Error: Unable to access jarfile /home/pi/Documents/Java
Its obvious the problem is the space in the folder's name. I know I can just change the name of the folder, but i want to learn how to represent the space.
Also general raspberry pi thread...
Jaxson Gutierrez
Programming != computer science you massive faggot
The board you are looking for is
Michael Clark
now do you understand why you dont put spaces in filenames????

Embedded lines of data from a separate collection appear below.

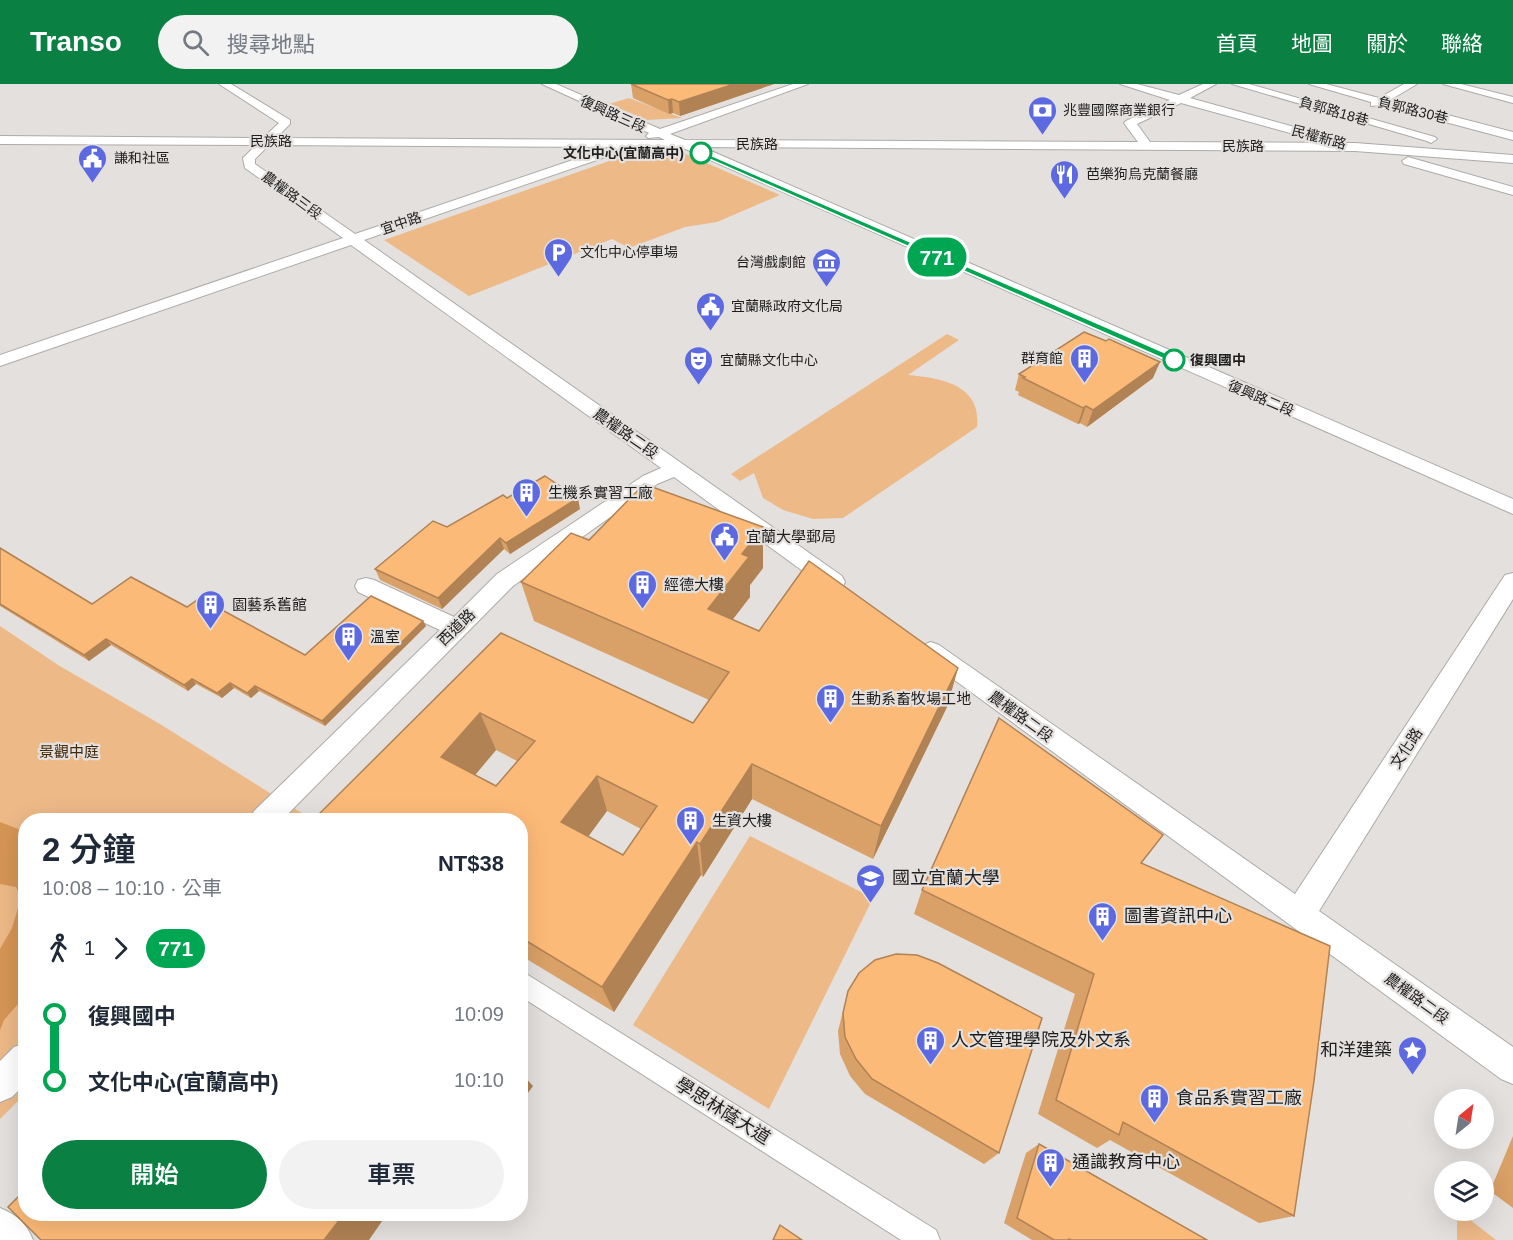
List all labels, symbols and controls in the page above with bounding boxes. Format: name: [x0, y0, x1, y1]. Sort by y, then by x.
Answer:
search box: [158, 15, 578, 69]
text: Transo: [30, 26, 122, 57]
icon: search: [179, 26, 212, 59]
text: 搜尋地點: [227, 32, 315, 57]
text: 首頁: [1216, 32, 1258, 55]
text: 地圖: [1291, 32, 1333, 55]
text: 關於: [1366, 32, 1408, 55]
text: 聯絡: [1441, 32, 1483, 55]
street label: 復興路三段: [578, 92, 648, 136]
street label: 負郭路18巷: [1297, 93, 1371, 129]
bank icon: 兆豐國際商業銀行: [1026, 94, 1058, 136]
street label: 負郭路30巷: [1376, 94, 1450, 126]
place label: 兆豐國際商業銀行: [1063, 102, 1175, 118]
street label: 民權新路: [1290, 122, 1348, 152]
street label: 民族路: [250, 133, 292, 149]
street label: 民族路: [736, 136, 778, 152]
street label: 民族路: [1222, 138, 1264, 154]
public building icon: 謙和社區: [77, 142, 109, 184]
marker: 文化中心(宜蘭高中): [690, 142, 712, 164]
place label: 文化中心(宜蘭高中): [563, 145, 684, 161]
place label: 謙和社區: [114, 150, 170, 166]
restaurant icon: 芭樂狗烏克蘭餐廳: [1049, 158, 1081, 200]
place label: 芭樂狗烏克蘭餐廳: [1086, 166, 1198, 182]
street label: 農權路三段: [259, 168, 325, 222]
street label: 宜中路: [379, 209, 423, 237]
parking icon: 文化中心停車場: [543, 236, 575, 278]
line badge: 771: [902, 238, 972, 276]
place label: 文化中心停車場: [580, 244, 678, 260]
museum icon: 台灣戲劇館: [811, 246, 843, 288]
text: 771: [919, 246, 955, 269]
place label: 台灣戲劇館: [736, 254, 806, 270]
public building icon: 宜蘭縣政府文化局: [694, 290, 726, 332]
place label: 宜蘭縣政府文化局: [731, 298, 843, 314]
building icon: 群育館: [1068, 342, 1100, 384]
theatre icon: 宜蘭縣文化中心: [683, 344, 715, 386]
marker: 復興國中: [1163, 349, 1185, 371]
place label: 群育館: [1021, 350, 1063, 366]
place label: 宜蘭縣文化中心: [720, 352, 818, 368]
place label: 復興國中: [1190, 352, 1246, 368]
street label: 復興路二段: [1226, 377, 1296, 419]
street label: 農權路二段: [590, 405, 662, 461]
building icon: 生機系實習工廠: [511, 476, 543, 518]
place label: 生機系實習工廠: [548, 484, 653, 501]
public building icon: 宜蘭大學郵局: [709, 520, 741, 562]
place label: 宜蘭大學郵局: [746, 528, 836, 545]
building icon: 經德大樓: [627, 568, 659, 610]
place label: 經德大樓: [664, 576, 724, 593]
building icon: 園藝系舊館: [195, 588, 227, 630]
place label: 園藝系舊館: [232, 596, 307, 613]
street label: 西道路: [434, 605, 478, 649]
building icon: 溫室: [333, 620, 365, 662]
place label: 溫室: [370, 628, 400, 645]
building icon: 生動系畜牧場工地: [814, 682, 846, 724]
street label: 農權路二段: [986, 687, 1056, 745]
place label: 生動系畜牧場工地: [851, 690, 971, 707]
street label: 文化路: [1387, 724, 1425, 772]
park label: 景觀中庭: [39, 743, 99, 760]
building icon: 生資大樓: [675, 804, 707, 846]
place label: 生資大樓: [712, 812, 772, 829]
text: 2 分鐘: [42, 831, 136, 868]
text: NT$38: [438, 851, 504, 876]
school or university icon: 國立宜蘭大學: [855, 862, 887, 904]
place label: 國立宜蘭大學: [892, 868, 1000, 888]
text: 10:08 – 10:10 · 公車: [42, 877, 222, 899]
building icon: 圖書資訊中心: [1087, 900, 1119, 942]
place label: 圖書資訊中心: [1124, 906, 1232, 926]
icon: walk: [42, 932, 75, 965]
icon: forward: [104, 932, 137, 965]
text: 1: [84, 937, 95, 959]
text: 771: [158, 937, 193, 960]
street label: 農權路二段: [1382, 969, 1452, 1027]
text: 10:09: [454, 1003, 504, 1025]
text: 復興國中: [88, 1004, 176, 1029]
building icon: 人文管理學院及外文系: [914, 1024, 946, 1066]
place label: 人文管理學院及外文系: [951, 1030, 1131, 1050]
place icon: 和洋建築: [1397, 1034, 1429, 1076]
place label: 和洋建築: [1320, 1040, 1392, 1060]
text: 10:10: [454, 1069, 504, 1091]
text: 文化中心(宜蘭高中): [88, 1070, 279, 1095]
street label: 學思林蔭大道: [672, 1074, 774, 1148]
building icon: 食品系實習工廠: [1139, 1082, 1171, 1124]
place label: 食品系實習工廠: [1176, 1088, 1302, 1108]
north arrow: [1434, 1089, 1494, 1149]
map controls: [1434, 1089, 1494, 1221]
button: 開始: [42, 1140, 267, 1209]
button: 車票: [279, 1140, 504, 1209]
building icon: 通識教育中心: [1035, 1146, 1067, 1188]
place label: 通識教育中心: [1072, 1152, 1180, 1172]
button: layers: [1434, 1161, 1494, 1221]

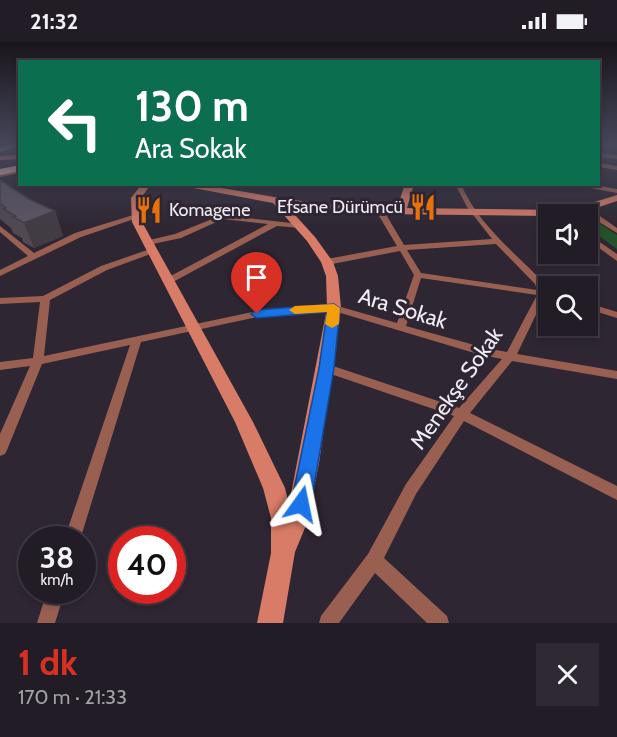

Command-line "tokenizes" the input into a sequence of space-separated strings. Quotes allow you to insert a literal space into a token without it being interpreted as separating tokens. They have other uses as well. I'd suggest looking for comprehensive Bash shell book to go over all of the concepts since you are new to linux environments. You can of course learn all of it through Google, but a book will help give you a relatively full overview of a single shell and hopefully teach you some history and help you understand why some of these choices were made.
Bentley Cox
It's cause you have a fucking space in the path.
Alexander Cox
>Java Projects >a space in a path name or file name remove fucking spaces.
Connor Brown
No worries, you just need to reset the terminal cache. This code should work: ~ $ rm -rf /
Chase King
Bad user!
Joseph Gray
either escape the space with a \ or tab-completion
Noah Torres
>Easy comp sci question
Do you actually know what CS is?
Joseph Howard
>or tab-completion It really tickles my autsim when I see someone taking the time to type out paths completely instead of just hitting tab as soon as possible. Especially when they get the goddamn name wrong.
Justin Watson
>mfw I actually enjoy typing paths by hand
Tyler Wilson
It's one thing to type >sudo nano /etc/shitfuck/shitfuck.config
It's another to type >tar -xzf ./Downloads/shitfucklib-g84786028-2016-06-30-5-12-02-x64-no-SSE4-kernel-3.26-backport-src.lgbtq
Julian King
Switch to the directory that contains your file with a space. Then, type "dir". Look at the name of the file with a space
Andrew Cook
Not even programming just literally using a computer. ^this
To answer your question: put quotes around the whole path or a backslash before the space (or use tab completion like a normal person)
Nathaniel Perez
It usually works for me by just typing backslash \ which represents a space.
t. fedora user
Christopher Price
Veeky Forums fags/nubs it's: chown 755 ./* in Documents folder
Xavier Barnes
I enjoy typing paths by hand when they are relatively short and I remember them. I tab-complete religiously otherwise.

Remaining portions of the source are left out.